Data items —
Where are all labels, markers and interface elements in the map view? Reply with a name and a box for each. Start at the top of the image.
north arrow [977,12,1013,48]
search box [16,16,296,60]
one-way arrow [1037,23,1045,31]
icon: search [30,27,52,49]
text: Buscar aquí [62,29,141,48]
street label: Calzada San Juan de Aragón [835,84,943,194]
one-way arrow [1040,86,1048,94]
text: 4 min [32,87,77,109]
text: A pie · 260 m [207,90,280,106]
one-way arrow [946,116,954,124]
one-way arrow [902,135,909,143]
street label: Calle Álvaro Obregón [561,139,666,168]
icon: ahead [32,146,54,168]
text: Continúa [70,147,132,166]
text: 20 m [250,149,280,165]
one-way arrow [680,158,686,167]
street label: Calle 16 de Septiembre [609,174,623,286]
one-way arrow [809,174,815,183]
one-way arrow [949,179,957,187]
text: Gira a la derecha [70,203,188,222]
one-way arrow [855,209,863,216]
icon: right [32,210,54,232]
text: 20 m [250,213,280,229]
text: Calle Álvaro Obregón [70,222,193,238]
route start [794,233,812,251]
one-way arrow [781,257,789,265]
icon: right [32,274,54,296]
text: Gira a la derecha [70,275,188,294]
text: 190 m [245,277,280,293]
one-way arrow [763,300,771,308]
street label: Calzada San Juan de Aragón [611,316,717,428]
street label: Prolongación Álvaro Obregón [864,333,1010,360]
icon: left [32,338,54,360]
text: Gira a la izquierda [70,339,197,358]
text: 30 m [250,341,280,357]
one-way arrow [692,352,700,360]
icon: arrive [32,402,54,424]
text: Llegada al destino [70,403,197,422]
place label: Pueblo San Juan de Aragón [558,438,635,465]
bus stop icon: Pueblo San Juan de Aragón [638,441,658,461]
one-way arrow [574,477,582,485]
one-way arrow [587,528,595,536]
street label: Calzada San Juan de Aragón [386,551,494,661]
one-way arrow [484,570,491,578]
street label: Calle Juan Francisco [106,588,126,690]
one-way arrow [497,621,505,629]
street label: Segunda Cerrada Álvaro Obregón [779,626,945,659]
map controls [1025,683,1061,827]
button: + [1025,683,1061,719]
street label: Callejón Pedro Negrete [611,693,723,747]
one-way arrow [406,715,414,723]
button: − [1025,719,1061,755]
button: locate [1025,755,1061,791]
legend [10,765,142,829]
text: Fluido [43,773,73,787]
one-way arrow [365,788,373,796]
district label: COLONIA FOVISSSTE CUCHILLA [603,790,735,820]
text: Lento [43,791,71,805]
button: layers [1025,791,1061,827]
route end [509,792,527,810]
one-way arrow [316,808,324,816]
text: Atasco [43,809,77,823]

Your objective — Match on "Álvaro": copy every line in the records that has it.

Output for this task —
street label: Calle Álvaro Obregón [561,139,666,168]
text: Calle Álvaro Obregón [70,222,193,238]
street label: Prolongación Álvaro Obregón [864,333,1010,360]
street label: Segunda Cerrada Álvaro Obregón [779,626,945,659]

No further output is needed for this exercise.